Les concepts évoqués dans cette poésie nous familiarisent avec les principes du classicisme que nous allons à présent étudier.

II. Le classicisme du texte

1. Bon sens et raison

Le bon sens s’agence avec l’esprit et l’autorité de la raison. Il nous entraîne dans l’idéal classique qui s’inspire des anciens. L’imitation est une garantie de perfection car l’antiquité est un modèle : « Que toujours le bon sens s’accorde avec la rime ». « Aimez donc la raison ». Cela nous ramène avec le précepte essentiel de l’art poétique, « tout ce qui se conçoit bien s’énonce clairement ».

2. Refus de la surcharge et de l’excès

Le classicisme est en réalité un art de la mesure qui manifeste le souci de la clarté et du bon sens ? L’écrivain doit rejeter l’excès, l’outrance et l’abondance.
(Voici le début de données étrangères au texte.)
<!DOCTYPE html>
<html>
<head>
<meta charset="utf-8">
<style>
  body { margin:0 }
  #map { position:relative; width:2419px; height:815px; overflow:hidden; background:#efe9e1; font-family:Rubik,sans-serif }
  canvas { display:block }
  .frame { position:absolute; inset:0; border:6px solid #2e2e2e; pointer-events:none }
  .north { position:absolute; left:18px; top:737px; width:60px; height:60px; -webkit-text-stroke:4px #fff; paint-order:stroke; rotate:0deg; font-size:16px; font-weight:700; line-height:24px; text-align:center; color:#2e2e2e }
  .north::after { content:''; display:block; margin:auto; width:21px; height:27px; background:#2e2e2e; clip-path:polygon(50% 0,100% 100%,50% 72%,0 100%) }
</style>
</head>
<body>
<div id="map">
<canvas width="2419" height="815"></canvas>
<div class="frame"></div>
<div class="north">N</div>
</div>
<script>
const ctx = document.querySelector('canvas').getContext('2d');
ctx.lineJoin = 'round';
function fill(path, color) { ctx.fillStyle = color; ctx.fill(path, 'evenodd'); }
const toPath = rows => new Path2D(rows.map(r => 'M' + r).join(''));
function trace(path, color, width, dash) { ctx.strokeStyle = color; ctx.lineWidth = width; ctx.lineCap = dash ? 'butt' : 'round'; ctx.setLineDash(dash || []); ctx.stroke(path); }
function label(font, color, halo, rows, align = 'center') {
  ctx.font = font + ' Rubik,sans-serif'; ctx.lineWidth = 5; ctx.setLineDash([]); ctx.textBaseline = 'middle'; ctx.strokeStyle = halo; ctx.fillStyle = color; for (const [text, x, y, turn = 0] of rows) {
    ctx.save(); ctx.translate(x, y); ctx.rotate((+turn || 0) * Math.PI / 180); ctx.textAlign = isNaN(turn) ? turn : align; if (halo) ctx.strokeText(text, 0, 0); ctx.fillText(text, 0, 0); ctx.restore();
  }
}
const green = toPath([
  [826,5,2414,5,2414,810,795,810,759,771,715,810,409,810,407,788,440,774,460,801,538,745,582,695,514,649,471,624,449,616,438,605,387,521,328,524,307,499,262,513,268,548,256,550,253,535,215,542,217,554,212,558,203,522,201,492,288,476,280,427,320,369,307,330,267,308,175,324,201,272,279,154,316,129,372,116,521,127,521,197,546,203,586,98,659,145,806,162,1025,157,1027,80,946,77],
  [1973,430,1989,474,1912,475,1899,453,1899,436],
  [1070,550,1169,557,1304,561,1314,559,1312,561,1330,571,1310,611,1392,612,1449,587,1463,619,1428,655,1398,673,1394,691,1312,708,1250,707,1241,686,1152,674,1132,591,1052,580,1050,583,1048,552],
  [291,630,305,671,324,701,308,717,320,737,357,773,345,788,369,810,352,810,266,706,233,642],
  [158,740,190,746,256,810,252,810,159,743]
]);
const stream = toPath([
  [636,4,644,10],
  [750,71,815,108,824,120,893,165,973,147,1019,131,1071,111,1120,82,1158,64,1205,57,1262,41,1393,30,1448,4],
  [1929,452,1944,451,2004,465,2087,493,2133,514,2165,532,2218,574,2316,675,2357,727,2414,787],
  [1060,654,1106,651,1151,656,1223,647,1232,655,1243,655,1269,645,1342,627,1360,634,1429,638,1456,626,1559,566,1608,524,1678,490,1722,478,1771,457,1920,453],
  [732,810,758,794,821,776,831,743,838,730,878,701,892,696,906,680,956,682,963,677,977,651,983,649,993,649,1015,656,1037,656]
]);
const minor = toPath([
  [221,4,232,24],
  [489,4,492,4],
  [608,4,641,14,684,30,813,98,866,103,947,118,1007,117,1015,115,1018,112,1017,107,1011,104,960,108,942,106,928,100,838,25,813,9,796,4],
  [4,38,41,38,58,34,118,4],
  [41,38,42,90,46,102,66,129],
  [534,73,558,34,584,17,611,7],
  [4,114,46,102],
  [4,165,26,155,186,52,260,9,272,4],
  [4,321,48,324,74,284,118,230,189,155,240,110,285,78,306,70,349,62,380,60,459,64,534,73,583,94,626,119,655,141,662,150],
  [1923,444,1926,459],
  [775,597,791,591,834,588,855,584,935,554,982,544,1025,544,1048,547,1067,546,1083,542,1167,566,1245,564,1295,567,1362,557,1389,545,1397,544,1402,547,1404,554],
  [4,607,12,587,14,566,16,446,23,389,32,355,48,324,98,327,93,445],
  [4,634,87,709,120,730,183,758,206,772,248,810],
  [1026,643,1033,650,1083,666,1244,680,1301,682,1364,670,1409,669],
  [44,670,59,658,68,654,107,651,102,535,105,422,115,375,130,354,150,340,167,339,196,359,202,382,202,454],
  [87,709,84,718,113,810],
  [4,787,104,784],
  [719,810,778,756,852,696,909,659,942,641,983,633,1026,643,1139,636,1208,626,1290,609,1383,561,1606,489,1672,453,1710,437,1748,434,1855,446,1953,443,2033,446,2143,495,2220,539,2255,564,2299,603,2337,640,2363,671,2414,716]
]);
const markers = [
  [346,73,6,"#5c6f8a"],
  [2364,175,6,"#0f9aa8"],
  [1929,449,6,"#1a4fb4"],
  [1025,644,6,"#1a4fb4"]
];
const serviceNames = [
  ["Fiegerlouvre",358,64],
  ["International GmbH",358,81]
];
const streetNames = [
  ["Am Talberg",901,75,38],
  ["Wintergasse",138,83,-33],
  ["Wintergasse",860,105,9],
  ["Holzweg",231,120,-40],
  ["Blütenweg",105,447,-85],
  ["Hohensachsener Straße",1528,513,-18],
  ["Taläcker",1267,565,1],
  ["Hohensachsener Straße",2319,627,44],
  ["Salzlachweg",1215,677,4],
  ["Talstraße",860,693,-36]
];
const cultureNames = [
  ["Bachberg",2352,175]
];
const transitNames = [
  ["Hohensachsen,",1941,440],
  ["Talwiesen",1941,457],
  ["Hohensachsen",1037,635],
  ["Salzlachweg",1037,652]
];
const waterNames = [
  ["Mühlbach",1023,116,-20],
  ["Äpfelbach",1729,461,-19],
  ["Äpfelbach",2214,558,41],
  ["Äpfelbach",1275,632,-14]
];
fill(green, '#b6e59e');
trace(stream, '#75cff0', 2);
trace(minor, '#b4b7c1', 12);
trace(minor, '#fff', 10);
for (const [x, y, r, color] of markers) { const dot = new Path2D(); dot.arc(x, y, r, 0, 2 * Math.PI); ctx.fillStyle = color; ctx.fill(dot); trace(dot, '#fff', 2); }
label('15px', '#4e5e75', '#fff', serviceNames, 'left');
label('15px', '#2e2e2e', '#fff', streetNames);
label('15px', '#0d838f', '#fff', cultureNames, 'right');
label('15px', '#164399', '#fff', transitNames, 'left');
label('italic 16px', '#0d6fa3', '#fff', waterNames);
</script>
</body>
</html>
La fougue et les excès en général sont vivement critiqués ainsi que le suggère l’impératif, « évitons les excès ». Il faut fuir « l’abondance stérile » et ne pas s’encombrer de détails inutiles. L’écriture poétique ne trouve sa réalisation que la voie de la raison, « la raison pour marcher n’a souvent qu’une voie ». Entre le trop et le trop peu, l’écrivain doit trouver la juste mesure et ne jamais sombrer dans l’exubérance intellectuelle, concision, précision, bon sens et « qui ne sait se borner ne sut jamais écrire ». Humilier et vertu de la lenteur sont les qualités exigées, il faut éviter la précipitation car la rapidité dans le travail n’est pas une vertu.

3. La clarté et la rigueur

La raison impose donc que l’on suive certains principes. L’équilibre peut-être défini par son sens de l’harmonie, de la mesure et de la proportion. Le poète doit toujours rester dans la juste mesure : clarté, précision, rigueur, sont les mots qui marquent la nécessité pour un écrivain de toujours suivre son bon sens sans jamais sombrer dans l’excès : « Tout doit tendre au bon sens ».

Conclusion

Ce texte a une connotation oratoire et didactique. Il faut savoir penser avant d’écrire. Il s’inspire d’Horace et résume la doctrine classique. Boileau se fait ainsi le porte-parole du mouvement qui renvoie à la fois à un idéal esthétique et à un idéal humain. Au niveau de la forme et du fond, les aspects du classicisme dominent. Par opposition à l’exubérance, la démesure, le chaos du baroque, le classicisme est un idéal de la juste mesure : ni trop, ni trop peu. On peut parler d’une véritable sacralisation de la langue.